Exercise aim ->
Reproduce the data that follows character for character, but omit its pictures.

□ □ □

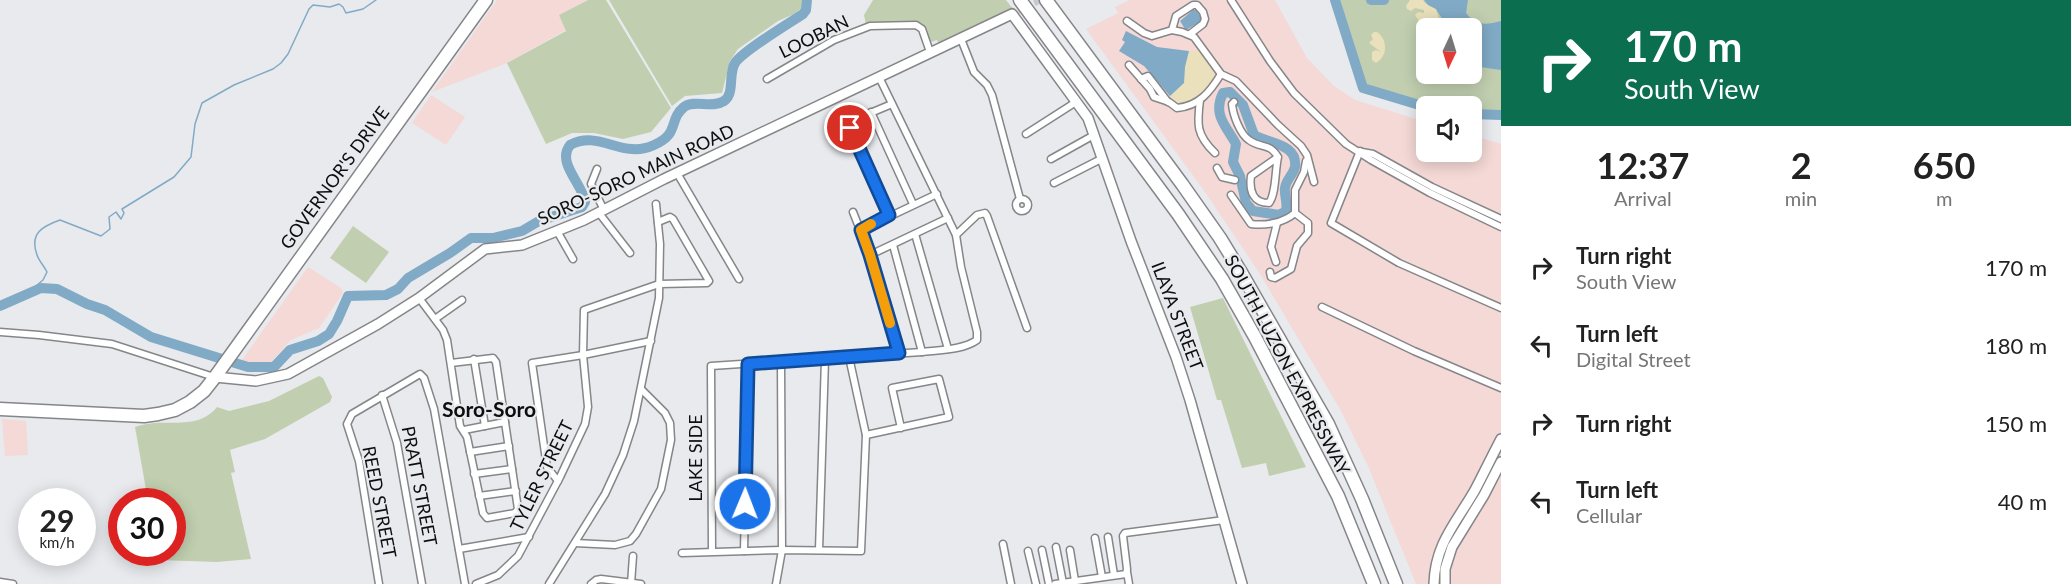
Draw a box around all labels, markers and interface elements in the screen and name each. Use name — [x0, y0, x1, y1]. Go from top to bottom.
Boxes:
street label: LOOBAN — [775, 10, 852, 62]
north arrow — [1416, 18, 1482, 84]
map controls — [1416, 18, 1482, 162]
text: 170 m — [1624, 21, 1742, 71]
icon: right — [1525, 24, 1603, 102]
text: South View — [1624, 72, 1760, 105]
button: sound — [1416, 96, 1482, 162]
street label: GOVERNOR'S DRIVE — [275, 102, 393, 253]
pin — [824, 102, 875, 153]
icon: arrive — [833, 111, 866, 144]
street label: SORO-SORO MAIN ROAD — [534, 119, 737, 229]
text: 12:37 — [1597, 143, 1689, 187]
text: 2 — [1791, 143, 1812, 187]
text: 650 — [1913, 143, 1975, 187]
text: Arrival — [1614, 186, 1672, 210]
text: min — [1785, 186, 1817, 210]
text: m — [1936, 186, 1952, 210]
text: Turn right — [1576, 242, 1671, 269]
street label: SOUTH LUZON EXPRESSWAY — [1220, 251, 1356, 479]
icon: right — [1525, 251, 1558, 284]
text: 170 m — [1985, 254, 2047, 281]
street label: ILAYA STREET — [1147, 258, 1209, 373]
text: South View — [1576, 269, 1677, 293]
text: Turn left — [1576, 320, 1658, 347]
icon: left — [1525, 329, 1558, 362]
text: 180 m — [1985, 332, 2047, 359]
text: Digital Street — [1576, 347, 1691, 371]
district label: Soro-Soro — [442, 396, 536, 421]
icon: right — [1525, 407, 1558, 440]
text: Turn right — [1576, 410, 1671, 437]
text: 150 m — [1985, 410, 2047, 437]
street label: LAKE SIDE — [684, 414, 706, 502]
street label: TYLER STREET — [505, 416, 578, 535]
street label: PRATT STREET — [398, 424, 442, 548]
street label: REED STREET — [358, 444, 402, 560]
position arrow — [713, 472, 777, 536]
text: Turn left — [1576, 476, 1658, 503]
icon: left — [1525, 485, 1558, 518]
speed limit sign: 30 — [108, 488, 186, 566]
text: 40 m — [1998, 488, 2047, 515]
text: 29 — [40, 502, 74, 538]
text: Cellular — [1576, 503, 1642, 527]
text: km/h — [39, 533, 75, 551]

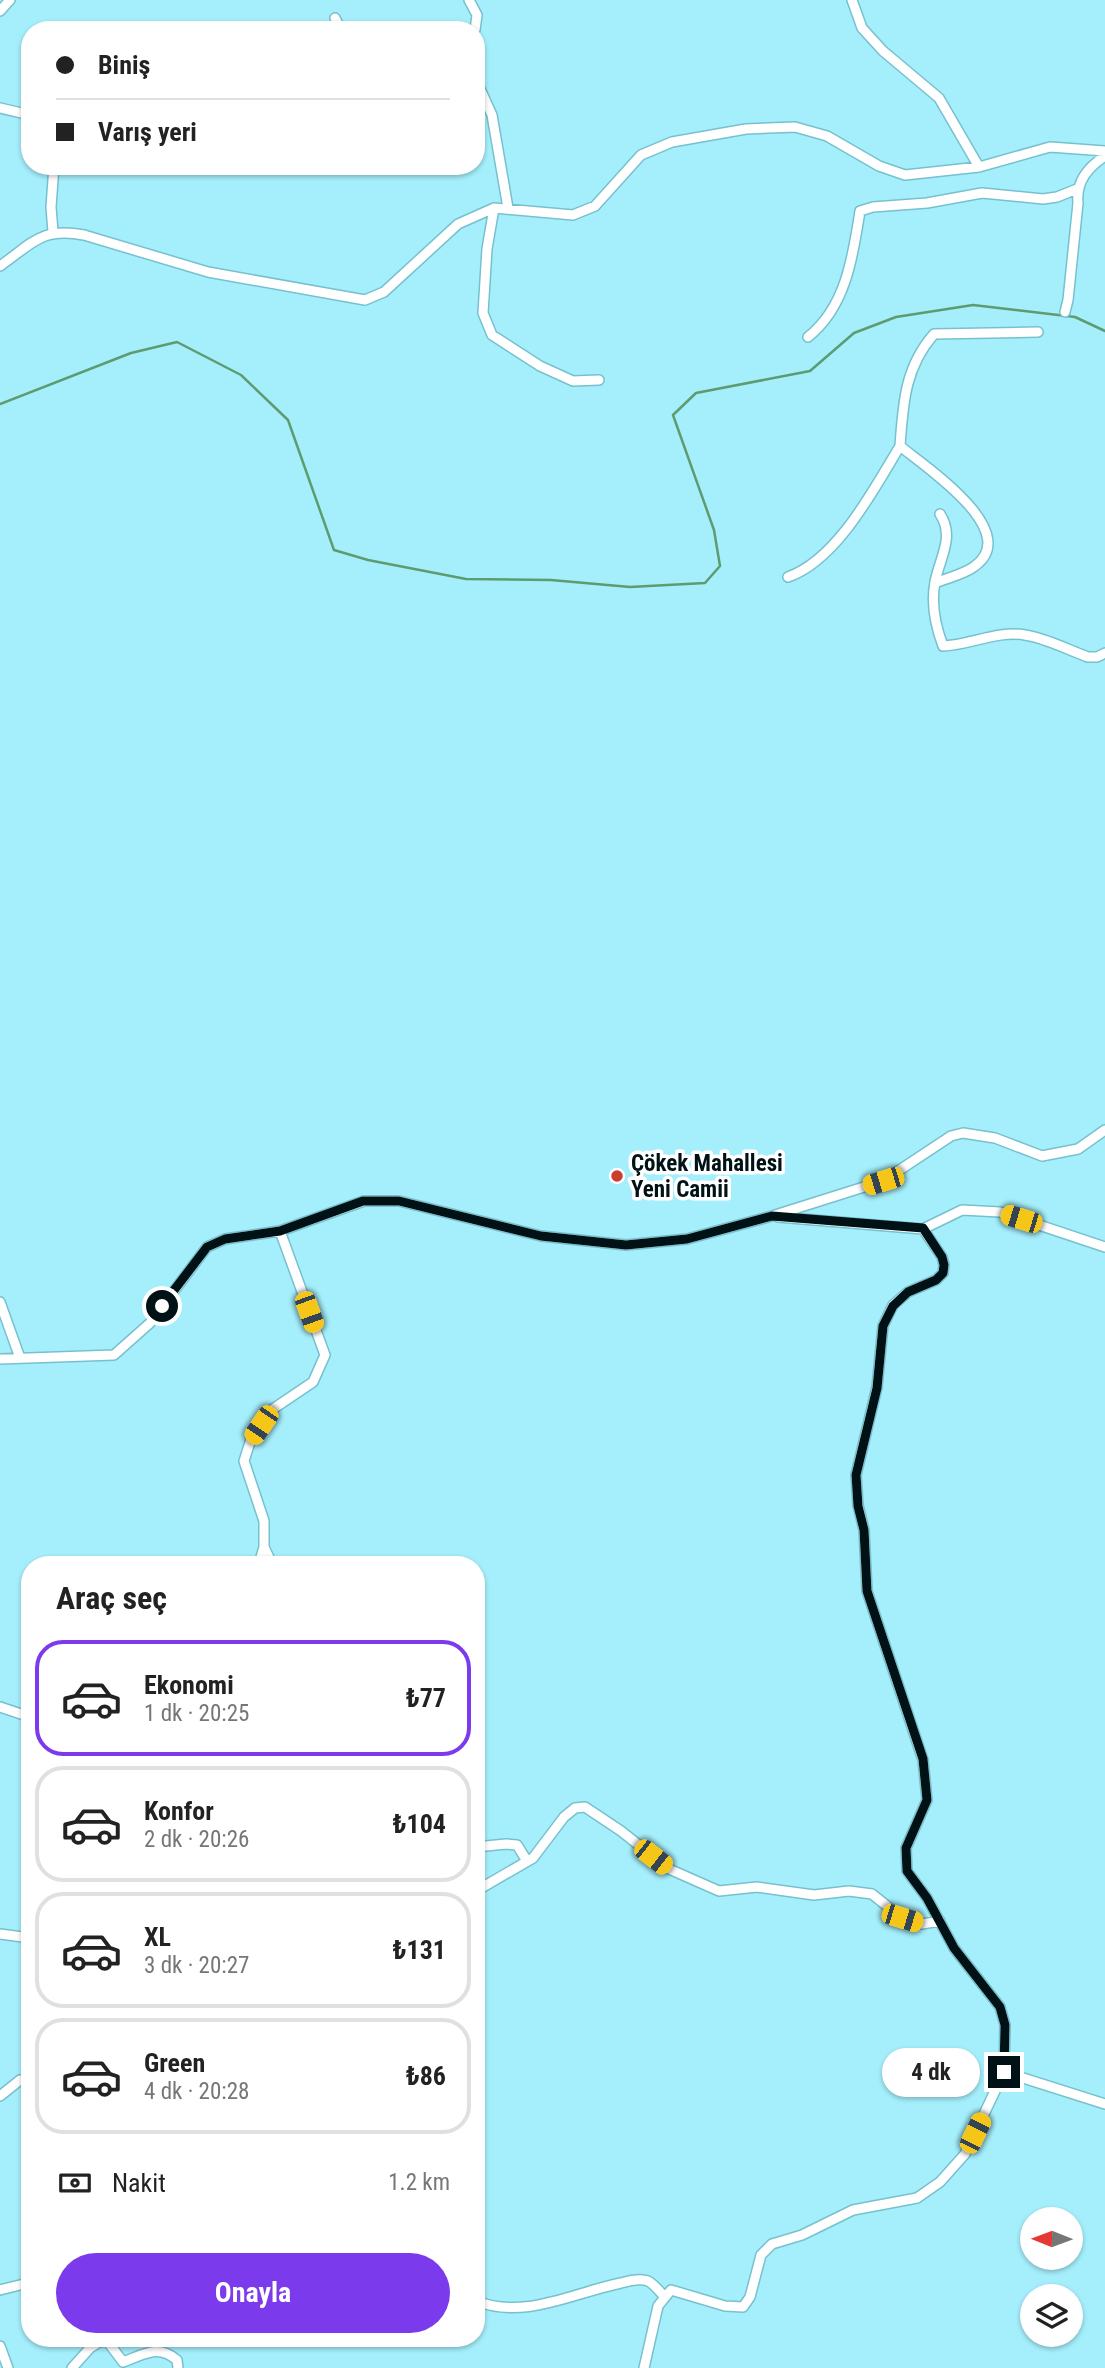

□ □ □

Your response ->
Draw a box around all labels, markers and interface elements in the screen and name each. Use name — [x0, y0, x1, y1]. Go from top to bottom.
Boxes:
street label: LOOBAN — [775, 10, 852, 62]
north arrow — [1416, 18, 1482, 84]
map controls — [1416, 18, 1482, 162]
text: 170 m — [1624, 21, 1742, 71]
icon: right — [1525, 24, 1603, 102]
text: South View — [1624, 72, 1760, 105]
button: sound — [1416, 96, 1482, 162]
street label: GOVERNOR'S DRIVE — [275, 102, 393, 253]
pin — [824, 102, 875, 153]
icon: arrive — [833, 111, 866, 144]
street label: SORO-SORO MAIN ROAD — [534, 119, 737, 229]
text: 12:37 — [1597, 143, 1689, 187]
text: 2 — [1791, 143, 1812, 187]
text: 650 — [1913, 143, 1975, 187]
text: Arrival — [1614, 186, 1672, 210]
text: min — [1785, 186, 1817, 210]
text: m — [1936, 186, 1952, 210]
text: Turn right — [1576, 242, 1671, 269]
street label: SOUTH LUZON EXPRESSWAY — [1220, 251, 1356, 479]
icon: right — [1525, 251, 1558, 284]
text: 170 m — [1985, 254, 2047, 281]
street label: ILAYA STREET — [1147, 258, 1209, 373]
text: South View — [1576, 269, 1677, 293]
text: Turn left — [1576, 320, 1658, 347]
icon: left — [1525, 329, 1558, 362]
text: 180 m — [1985, 332, 2047, 359]
text: Digital Street — [1576, 347, 1691, 371]
district label: Soro-Soro — [442, 396, 536, 421]
icon: right — [1525, 407, 1558, 440]
text: Turn right — [1576, 410, 1671, 437]
text: 150 m — [1985, 410, 2047, 437]
street label: LAKE SIDE — [684, 414, 706, 502]
street label: TYLER STREET — [505, 416, 578, 535]
street label: PRATT STREET — [398, 424, 442, 548]
street label: REED STREET — [358, 444, 402, 560]
position arrow — [713, 472, 777, 536]
text: Turn left — [1576, 476, 1658, 503]
icon: left — [1525, 485, 1558, 518]
speed limit sign: 30 — [108, 488, 186, 566]
text: 40 m — [1998, 488, 2047, 515]
text: 29 — [40, 502, 74, 538]
text: Cellular — [1576, 503, 1642, 527]
text: km/h — [39, 533, 75, 551]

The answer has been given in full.